Le rav Abraham Cooper, doyen associé du Centre Simon Wiesenthal, a attaqué de plein front le comportement de Maas : “Avant qu’il n’invoque à nouveau Auschwitz, il ferait mieux d’y retourner et relire l’histoire. Nous attendons bien mieux de la part du Ministre des Affaires étrangères Maas. Malheureusement, on ne le retrouve que du mauvais côté de la barrière, en ce qui concerne les menaces existentielles auxquelles Israël est confronté quotidiennement[19]“.
Cooper ajoutait : “Avec tout le respect qu’on lui doit, il est temps pour le Ministre des Affaires étrangères d’Allemagne de laisser tomber son affirmation selon laquelle ce seraient les leçons tirées d’Auschwitz qui l’auraient propulsé dans la vie publique. Clairement, il n’a pas appliqué la moindre de ces leçons à la situation actuelle. Plutôt que d’affaiblir le régime tyrannique et génocidaire à Téhéran, il fait tout son possible pour renforcer l’Iran. Ses instructions à l’Ambassadeur allemand à l’ONU ne sont pas celles d’un ami de l’Etat Juif[20]“.

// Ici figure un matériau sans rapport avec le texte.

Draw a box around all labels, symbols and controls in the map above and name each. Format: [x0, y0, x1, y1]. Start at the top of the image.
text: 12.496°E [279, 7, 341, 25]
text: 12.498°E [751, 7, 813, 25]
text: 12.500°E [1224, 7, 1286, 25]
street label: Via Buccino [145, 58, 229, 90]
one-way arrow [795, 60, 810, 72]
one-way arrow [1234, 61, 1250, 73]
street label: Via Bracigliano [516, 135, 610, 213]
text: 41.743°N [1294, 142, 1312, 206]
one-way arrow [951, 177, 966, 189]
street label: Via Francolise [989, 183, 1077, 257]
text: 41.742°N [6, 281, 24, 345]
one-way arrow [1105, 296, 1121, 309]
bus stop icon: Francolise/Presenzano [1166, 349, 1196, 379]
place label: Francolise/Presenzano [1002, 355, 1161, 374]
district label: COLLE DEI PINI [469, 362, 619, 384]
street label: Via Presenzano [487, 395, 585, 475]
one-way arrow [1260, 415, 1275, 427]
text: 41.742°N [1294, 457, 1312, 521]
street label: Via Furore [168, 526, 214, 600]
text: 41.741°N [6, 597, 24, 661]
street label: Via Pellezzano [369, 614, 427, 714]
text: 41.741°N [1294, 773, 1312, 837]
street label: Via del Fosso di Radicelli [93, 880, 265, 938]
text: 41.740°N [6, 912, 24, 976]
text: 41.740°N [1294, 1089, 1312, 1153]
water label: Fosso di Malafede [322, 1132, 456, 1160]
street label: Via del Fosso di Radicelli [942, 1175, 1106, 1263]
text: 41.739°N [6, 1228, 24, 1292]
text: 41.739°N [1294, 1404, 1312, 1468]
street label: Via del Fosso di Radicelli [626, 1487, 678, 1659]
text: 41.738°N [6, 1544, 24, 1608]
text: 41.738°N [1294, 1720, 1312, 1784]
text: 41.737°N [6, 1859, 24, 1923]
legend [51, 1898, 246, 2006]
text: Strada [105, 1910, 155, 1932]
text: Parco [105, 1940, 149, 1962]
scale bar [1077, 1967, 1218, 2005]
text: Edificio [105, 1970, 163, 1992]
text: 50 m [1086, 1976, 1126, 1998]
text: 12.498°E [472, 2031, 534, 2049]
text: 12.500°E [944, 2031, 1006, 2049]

L’image en “miroir” ou phénomène inversé existe aussi. Certains dirigeants israéliens commettent l’énorme bourde d’appeler “amis” des fabricants d’écran de fumée. Le président Reuven Rivlin a désigné le Président socialiste allemand President Frank-Walter Steinmeier comme un “véritable ami d’Israël” au cours de sa visite en Israël en 2017[21]. Alors qu’il occupait le poste de Ministre des Affaires étrangères, Steinmeier s’est rendu responsable d’une avalanche de condamnations allemandes d’Israël à l’ONU.
Le journal conclut : “La boussole morale qui devrait guider les paroles d’un Président de la République allemande s’est, dans ce cas, gravement affolée[22]“. Pour mettre encore un peu plus en perspective ces félicitations au régime iranien : quand Donald Trump a été élu Président des Etats-Unis, en novembre 2016, Steinmeier, alors ministre des affaires étrangères, a explicitement déclaré qu’il ne le féliciterait pas[23]“.

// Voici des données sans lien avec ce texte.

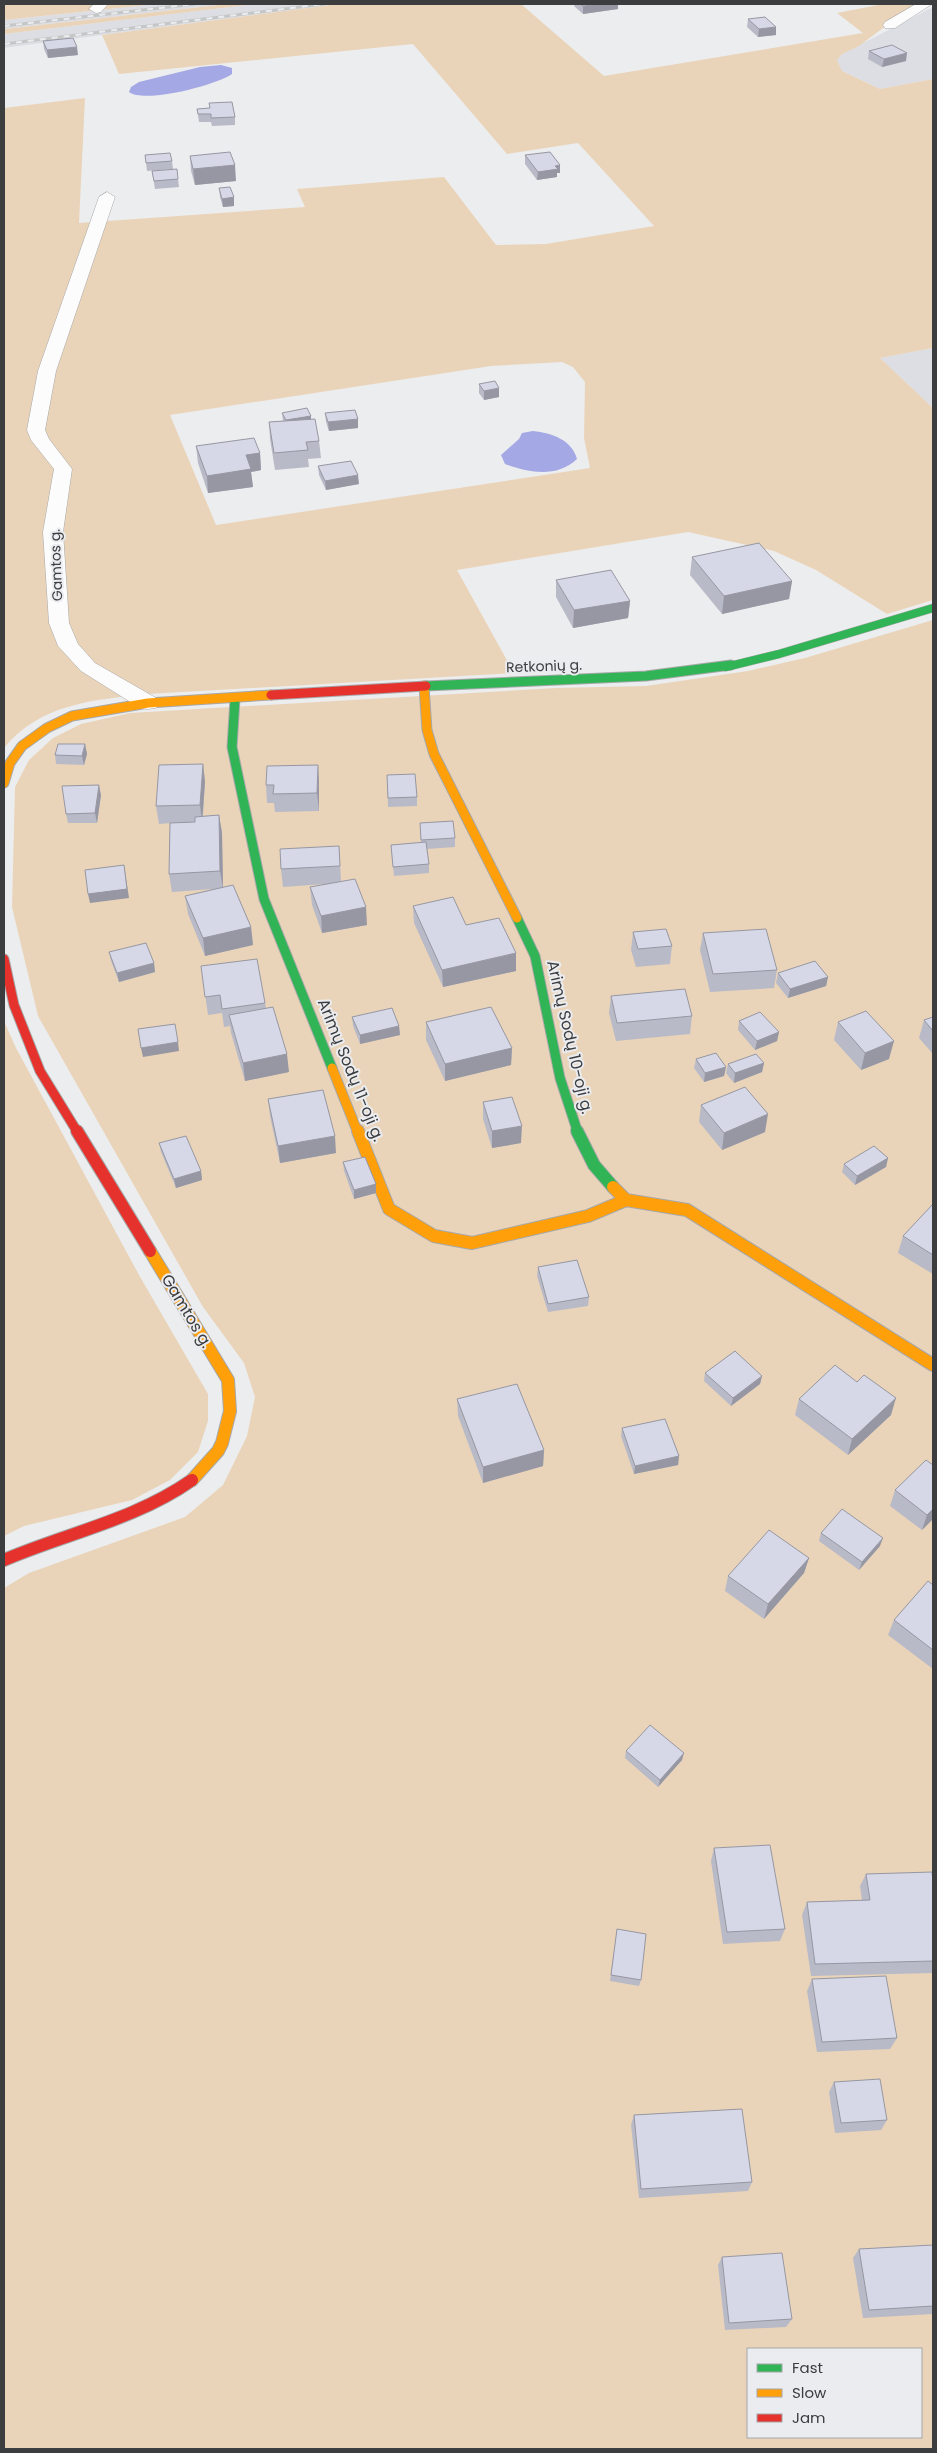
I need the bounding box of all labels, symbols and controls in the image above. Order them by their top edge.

Le terme “d’ami” ne devrait même pas être d’usage, par des dirigeants israéliens, lorsqu’ils veulent exprimer de fausses louanges pour des gens qui sont bien loin d’être amicaux envers Israël. Quand Shimon Peres, alors Président de l’Etat d’Israël, s’était rendu en visite en Norvège en 2014, il avait déclaré de façon absurde : “La Norvège est la perle de l’humanité, fondée sur les valeurs humaines et elle cherche constamment à garantir l’égalité et la liberté des peuples[24]“.

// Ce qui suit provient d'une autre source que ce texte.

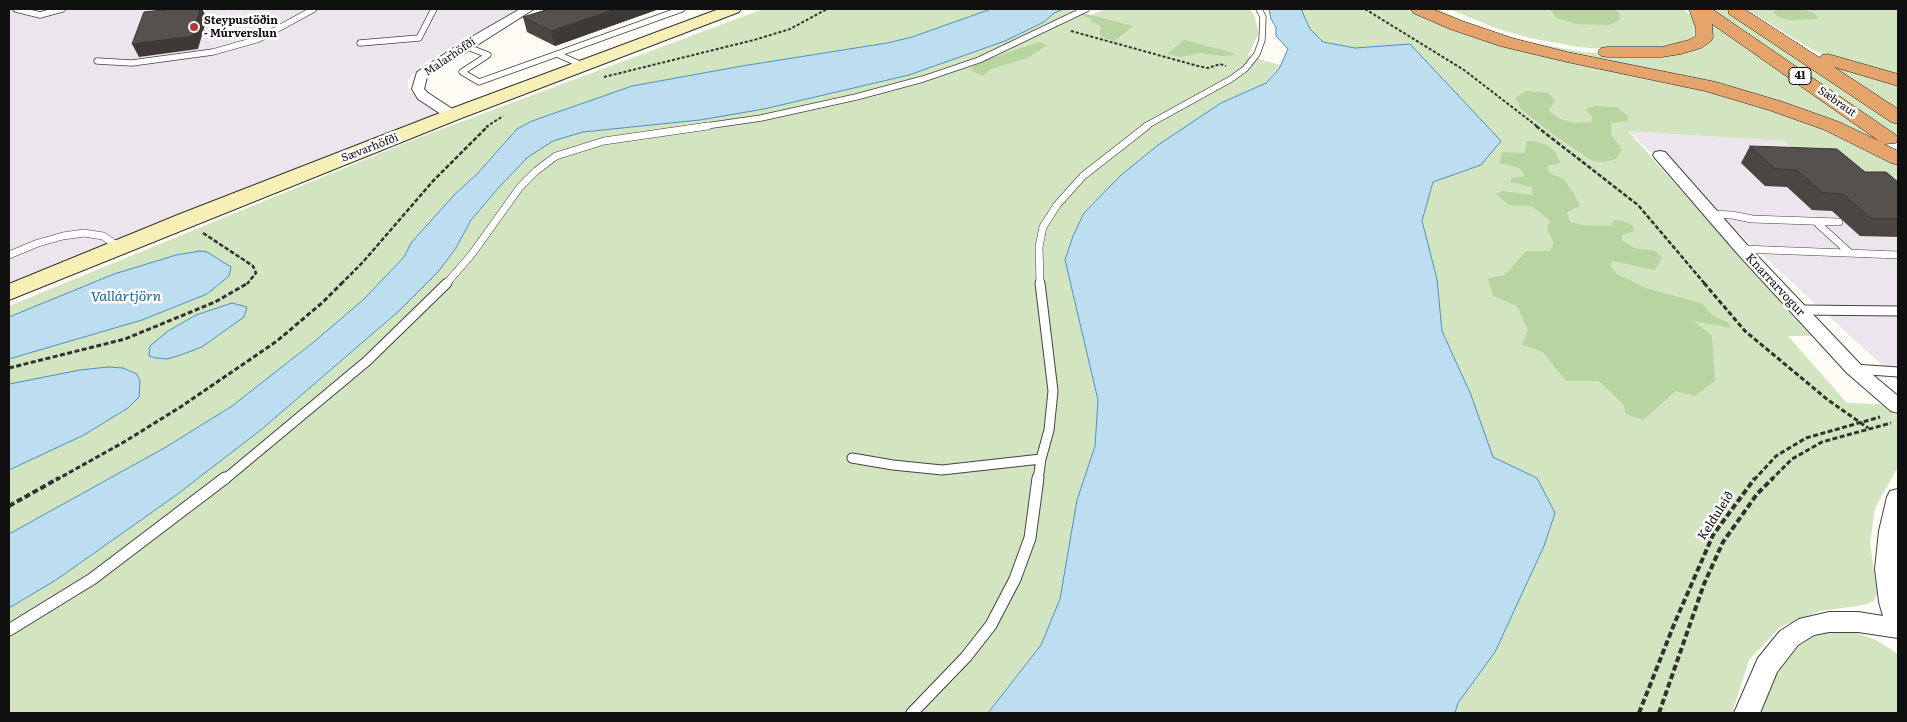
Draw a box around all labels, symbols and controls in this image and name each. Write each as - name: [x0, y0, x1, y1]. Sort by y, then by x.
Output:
- place label: Steypustöðin - Múrverslun: [204, 14, 278, 40]
- marker: Steypustöðin - Múrverslun: [188, 21, 200, 33]
- street label: Malarhöfði: [422, 35, 478, 79]
- road number: 41: [1789, 68, 1811, 84]
- street label: Sæbraut: [1815, 84, 1859, 120]
- street label: Sævarhöfði: [340, 131, 400, 165]
- street label: Knarrarvogur: [1742, 251, 1808, 319]
- water label: Vallártjörn: [91, 289, 161, 305]
- street label: Kelduleið: [1695, 489, 1737, 543]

Un rapport a été publié en 2012, par le Centre Norvégien d’Etudes de la Shoah et des Minorités Religieuses. Le gouvernement en était le commanditaire et financeur. Cette étude a découvert que 38% des Norvégiens pensent qu’Israël agit envers les Palestiniens comme les Nazis se sont comportés envers les Juifs[25]. La minuscule communauté juive norvégienne – à peine 2000 personnes – a souffert d’un antisémitisme substantiel dans ce pays, qu’on prétend avoir été “fondé sur des valeurs humaines[26]“.
Créer un écran de fumée, en général, en tant qu’aspect du comportement des Politiciens mérite une étude approfondie dans le cadre de la recherche en sciences politiques.